* **Exercise directions**
Work out how many lines in this listing hold the word "Meehan", and give the number with nothing added.

* **Stored data**
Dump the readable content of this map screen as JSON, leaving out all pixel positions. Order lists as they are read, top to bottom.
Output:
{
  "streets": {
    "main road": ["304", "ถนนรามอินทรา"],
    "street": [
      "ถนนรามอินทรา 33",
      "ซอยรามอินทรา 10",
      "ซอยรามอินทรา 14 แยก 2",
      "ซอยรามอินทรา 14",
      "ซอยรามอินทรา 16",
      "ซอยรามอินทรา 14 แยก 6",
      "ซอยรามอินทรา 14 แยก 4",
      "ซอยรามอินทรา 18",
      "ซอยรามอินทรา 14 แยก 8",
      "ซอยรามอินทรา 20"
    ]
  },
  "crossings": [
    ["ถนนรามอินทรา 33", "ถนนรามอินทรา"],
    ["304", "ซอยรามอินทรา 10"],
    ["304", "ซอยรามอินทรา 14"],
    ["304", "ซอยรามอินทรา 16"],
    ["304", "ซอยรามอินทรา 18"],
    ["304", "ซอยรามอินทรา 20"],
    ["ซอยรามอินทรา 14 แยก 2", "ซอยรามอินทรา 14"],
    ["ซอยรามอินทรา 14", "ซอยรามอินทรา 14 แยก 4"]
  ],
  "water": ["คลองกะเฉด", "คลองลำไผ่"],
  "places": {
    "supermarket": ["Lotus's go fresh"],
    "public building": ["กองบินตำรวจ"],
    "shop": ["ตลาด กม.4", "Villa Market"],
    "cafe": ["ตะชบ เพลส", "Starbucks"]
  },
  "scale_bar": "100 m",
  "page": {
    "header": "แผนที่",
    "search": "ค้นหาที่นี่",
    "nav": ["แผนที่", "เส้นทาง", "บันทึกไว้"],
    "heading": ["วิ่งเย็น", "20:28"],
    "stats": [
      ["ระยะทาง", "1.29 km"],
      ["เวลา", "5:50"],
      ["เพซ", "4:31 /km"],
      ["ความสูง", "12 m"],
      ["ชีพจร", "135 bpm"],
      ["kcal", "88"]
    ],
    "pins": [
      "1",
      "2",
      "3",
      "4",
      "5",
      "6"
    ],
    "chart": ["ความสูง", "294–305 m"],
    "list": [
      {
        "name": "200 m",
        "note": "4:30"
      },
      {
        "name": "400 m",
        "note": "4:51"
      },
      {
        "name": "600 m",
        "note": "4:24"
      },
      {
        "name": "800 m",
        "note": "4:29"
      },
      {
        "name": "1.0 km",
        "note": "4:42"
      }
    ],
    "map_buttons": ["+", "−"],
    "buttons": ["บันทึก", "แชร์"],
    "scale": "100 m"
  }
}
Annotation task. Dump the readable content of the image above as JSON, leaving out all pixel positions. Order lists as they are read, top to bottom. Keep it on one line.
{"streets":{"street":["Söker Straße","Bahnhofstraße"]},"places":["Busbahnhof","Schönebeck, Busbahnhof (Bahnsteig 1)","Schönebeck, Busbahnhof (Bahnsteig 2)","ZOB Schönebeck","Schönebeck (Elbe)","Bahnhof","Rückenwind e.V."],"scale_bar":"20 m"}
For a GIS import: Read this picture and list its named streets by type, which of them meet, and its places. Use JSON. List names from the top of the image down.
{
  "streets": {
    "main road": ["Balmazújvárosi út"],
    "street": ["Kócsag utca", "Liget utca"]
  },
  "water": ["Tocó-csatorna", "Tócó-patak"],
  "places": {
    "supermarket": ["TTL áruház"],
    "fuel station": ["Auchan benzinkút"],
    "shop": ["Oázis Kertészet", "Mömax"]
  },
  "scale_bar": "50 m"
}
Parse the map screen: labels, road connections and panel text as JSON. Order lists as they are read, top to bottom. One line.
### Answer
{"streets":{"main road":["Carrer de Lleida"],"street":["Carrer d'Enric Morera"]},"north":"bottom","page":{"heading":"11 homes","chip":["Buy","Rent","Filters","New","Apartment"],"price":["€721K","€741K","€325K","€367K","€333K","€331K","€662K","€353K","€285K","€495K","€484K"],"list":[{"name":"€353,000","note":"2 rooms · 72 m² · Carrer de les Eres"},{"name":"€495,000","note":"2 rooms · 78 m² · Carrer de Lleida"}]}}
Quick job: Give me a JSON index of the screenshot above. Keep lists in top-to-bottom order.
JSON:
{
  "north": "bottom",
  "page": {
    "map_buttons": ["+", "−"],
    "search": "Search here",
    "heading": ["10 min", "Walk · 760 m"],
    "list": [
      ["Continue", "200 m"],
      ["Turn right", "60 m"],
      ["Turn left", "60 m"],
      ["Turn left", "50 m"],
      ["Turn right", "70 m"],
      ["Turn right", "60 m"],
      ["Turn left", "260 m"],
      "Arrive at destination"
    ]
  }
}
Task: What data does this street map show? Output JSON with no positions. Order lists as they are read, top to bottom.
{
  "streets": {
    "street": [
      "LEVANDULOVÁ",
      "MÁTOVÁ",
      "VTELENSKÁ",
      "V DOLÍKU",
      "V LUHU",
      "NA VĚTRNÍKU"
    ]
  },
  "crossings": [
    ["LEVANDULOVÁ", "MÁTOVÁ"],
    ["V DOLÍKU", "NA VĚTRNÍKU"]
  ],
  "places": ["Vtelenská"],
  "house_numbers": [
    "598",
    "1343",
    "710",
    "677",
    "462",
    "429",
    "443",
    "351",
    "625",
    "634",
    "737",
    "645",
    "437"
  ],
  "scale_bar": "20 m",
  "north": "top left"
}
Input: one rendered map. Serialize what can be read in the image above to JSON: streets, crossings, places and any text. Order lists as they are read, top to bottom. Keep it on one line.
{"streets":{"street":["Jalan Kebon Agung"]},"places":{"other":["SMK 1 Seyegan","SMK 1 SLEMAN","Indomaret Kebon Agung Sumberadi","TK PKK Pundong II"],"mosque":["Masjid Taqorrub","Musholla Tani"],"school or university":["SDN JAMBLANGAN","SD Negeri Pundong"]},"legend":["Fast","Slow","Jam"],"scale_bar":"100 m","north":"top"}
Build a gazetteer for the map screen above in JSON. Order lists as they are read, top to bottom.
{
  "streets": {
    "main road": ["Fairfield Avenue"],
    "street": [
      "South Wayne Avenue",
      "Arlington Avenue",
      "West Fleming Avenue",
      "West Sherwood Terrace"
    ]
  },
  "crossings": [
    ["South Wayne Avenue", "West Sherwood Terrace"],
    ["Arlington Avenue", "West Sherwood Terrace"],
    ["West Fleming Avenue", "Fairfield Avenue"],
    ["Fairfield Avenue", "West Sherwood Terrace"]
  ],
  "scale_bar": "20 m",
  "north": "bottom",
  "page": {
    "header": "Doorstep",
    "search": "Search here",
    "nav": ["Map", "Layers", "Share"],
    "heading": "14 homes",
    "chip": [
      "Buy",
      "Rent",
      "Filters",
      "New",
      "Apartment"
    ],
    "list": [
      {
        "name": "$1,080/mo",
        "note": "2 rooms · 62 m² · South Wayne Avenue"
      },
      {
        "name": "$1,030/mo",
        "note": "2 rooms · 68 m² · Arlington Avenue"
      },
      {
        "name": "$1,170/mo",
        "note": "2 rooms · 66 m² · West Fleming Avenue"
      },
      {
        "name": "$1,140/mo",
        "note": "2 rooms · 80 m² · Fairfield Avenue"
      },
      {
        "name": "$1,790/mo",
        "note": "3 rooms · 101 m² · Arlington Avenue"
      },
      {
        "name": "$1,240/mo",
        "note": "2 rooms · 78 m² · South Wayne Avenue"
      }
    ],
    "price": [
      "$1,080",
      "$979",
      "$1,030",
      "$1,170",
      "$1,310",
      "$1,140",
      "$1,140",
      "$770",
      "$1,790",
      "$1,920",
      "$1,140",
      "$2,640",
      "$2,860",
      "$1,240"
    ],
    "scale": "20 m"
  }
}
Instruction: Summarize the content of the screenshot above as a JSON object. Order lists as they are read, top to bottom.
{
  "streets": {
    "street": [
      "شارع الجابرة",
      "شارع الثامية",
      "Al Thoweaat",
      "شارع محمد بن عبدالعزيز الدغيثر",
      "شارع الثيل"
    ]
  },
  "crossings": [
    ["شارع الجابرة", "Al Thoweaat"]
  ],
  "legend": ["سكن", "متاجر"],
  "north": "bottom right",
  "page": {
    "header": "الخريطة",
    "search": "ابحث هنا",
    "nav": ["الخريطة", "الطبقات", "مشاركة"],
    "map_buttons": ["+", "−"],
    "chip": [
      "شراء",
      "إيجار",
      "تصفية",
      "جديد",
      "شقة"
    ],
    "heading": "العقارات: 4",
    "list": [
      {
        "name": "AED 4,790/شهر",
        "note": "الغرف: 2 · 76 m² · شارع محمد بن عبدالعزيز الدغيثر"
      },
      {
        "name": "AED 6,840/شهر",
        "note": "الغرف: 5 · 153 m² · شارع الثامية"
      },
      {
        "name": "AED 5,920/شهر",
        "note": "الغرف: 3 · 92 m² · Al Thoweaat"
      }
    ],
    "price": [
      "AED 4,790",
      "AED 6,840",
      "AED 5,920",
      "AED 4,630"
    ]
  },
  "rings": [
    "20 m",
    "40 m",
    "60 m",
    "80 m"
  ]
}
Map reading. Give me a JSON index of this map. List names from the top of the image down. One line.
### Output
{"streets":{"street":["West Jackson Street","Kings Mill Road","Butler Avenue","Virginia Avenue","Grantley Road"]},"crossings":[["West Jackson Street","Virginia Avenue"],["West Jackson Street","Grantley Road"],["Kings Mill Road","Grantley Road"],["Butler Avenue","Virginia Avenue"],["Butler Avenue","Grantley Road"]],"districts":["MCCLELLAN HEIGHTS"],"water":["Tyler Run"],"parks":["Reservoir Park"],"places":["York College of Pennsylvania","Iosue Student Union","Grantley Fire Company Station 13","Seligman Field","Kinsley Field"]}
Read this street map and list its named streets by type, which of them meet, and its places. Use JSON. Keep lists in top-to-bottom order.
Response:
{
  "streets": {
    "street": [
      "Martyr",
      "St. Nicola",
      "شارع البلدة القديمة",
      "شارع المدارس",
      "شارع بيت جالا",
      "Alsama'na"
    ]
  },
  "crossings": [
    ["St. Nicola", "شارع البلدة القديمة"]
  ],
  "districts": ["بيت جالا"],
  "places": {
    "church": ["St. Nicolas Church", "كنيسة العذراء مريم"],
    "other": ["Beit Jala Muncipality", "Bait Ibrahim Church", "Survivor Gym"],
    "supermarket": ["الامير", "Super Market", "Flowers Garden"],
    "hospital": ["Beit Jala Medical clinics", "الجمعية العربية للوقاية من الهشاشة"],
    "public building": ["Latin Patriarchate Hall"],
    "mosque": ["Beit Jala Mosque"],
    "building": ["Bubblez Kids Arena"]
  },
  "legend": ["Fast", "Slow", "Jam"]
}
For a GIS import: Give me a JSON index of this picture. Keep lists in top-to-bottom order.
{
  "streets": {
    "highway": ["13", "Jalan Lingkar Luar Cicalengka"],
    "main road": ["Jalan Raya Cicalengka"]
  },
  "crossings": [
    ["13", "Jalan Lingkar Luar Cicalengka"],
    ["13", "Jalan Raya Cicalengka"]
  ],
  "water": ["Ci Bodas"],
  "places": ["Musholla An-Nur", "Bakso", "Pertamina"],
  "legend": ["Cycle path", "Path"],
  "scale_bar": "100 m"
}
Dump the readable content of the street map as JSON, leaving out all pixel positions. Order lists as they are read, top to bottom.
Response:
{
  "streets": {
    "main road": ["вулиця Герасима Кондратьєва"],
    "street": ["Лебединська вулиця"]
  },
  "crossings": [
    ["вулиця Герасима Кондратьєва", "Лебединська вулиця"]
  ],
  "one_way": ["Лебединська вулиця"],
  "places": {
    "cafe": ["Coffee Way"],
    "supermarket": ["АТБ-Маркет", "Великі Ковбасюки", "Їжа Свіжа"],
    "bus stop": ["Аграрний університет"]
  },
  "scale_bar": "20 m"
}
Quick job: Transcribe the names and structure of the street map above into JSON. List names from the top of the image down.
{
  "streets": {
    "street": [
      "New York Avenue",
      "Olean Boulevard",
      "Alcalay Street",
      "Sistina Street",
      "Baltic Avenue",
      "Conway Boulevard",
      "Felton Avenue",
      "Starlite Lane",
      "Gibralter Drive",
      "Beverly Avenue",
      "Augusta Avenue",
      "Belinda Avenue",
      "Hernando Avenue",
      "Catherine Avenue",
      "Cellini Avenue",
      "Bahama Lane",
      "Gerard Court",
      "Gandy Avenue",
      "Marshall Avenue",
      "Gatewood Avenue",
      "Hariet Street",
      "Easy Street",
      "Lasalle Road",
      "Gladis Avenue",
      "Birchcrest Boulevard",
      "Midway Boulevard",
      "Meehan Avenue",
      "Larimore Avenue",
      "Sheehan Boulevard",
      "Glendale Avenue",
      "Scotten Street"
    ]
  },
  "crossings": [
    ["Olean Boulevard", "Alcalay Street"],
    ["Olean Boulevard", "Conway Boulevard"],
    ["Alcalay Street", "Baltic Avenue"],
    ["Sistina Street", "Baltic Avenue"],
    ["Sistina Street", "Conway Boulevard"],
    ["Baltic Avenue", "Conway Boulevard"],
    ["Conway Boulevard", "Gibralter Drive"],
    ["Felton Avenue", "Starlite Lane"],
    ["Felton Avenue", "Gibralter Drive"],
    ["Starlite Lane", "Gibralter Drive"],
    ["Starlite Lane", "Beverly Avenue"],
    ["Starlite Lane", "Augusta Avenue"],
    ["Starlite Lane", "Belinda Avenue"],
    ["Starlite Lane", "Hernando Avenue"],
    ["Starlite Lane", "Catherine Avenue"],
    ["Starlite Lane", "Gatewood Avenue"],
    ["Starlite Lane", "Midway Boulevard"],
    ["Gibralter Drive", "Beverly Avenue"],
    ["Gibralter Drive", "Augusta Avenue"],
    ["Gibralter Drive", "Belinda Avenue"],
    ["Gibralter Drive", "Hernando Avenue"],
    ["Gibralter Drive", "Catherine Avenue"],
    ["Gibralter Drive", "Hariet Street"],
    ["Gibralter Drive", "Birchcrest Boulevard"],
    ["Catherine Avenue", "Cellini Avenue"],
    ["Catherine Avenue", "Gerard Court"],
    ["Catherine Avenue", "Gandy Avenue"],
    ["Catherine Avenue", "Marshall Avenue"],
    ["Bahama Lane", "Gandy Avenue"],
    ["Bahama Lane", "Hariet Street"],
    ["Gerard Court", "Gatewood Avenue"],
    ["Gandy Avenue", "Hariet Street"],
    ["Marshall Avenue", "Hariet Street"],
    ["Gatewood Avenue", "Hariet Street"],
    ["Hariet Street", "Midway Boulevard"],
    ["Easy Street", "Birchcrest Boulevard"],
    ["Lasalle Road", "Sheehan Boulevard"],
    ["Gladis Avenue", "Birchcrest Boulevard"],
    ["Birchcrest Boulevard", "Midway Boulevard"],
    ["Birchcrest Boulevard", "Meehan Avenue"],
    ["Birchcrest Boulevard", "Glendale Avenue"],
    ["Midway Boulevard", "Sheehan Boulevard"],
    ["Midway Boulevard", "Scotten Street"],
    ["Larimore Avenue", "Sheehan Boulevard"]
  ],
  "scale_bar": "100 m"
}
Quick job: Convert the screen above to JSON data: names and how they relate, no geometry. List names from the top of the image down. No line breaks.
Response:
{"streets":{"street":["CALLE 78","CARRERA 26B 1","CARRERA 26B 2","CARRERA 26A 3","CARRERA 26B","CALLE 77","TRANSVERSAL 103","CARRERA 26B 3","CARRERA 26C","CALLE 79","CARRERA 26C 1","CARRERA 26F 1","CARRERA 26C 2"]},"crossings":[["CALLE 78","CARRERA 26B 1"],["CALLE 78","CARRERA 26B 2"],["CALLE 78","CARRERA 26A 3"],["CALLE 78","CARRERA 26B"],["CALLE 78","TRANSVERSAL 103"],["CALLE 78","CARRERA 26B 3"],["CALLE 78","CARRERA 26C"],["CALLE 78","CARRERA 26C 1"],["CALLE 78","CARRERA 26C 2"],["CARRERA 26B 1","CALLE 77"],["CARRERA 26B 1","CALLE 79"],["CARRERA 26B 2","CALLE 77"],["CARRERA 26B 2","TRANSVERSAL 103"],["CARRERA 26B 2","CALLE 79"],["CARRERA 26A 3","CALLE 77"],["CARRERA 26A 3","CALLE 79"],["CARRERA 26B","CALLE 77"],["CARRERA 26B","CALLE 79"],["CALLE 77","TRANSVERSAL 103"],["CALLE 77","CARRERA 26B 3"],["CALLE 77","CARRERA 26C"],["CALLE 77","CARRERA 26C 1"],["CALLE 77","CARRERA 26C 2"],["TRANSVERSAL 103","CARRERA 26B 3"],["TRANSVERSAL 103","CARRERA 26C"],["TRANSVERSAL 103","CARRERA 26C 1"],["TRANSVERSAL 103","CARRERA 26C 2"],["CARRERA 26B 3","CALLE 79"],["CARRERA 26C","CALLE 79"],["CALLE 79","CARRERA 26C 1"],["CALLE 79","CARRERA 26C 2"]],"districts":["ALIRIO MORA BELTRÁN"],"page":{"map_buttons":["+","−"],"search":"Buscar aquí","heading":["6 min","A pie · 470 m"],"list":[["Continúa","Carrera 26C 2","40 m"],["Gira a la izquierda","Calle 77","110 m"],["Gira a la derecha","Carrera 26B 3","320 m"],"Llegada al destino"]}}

* **Response**
2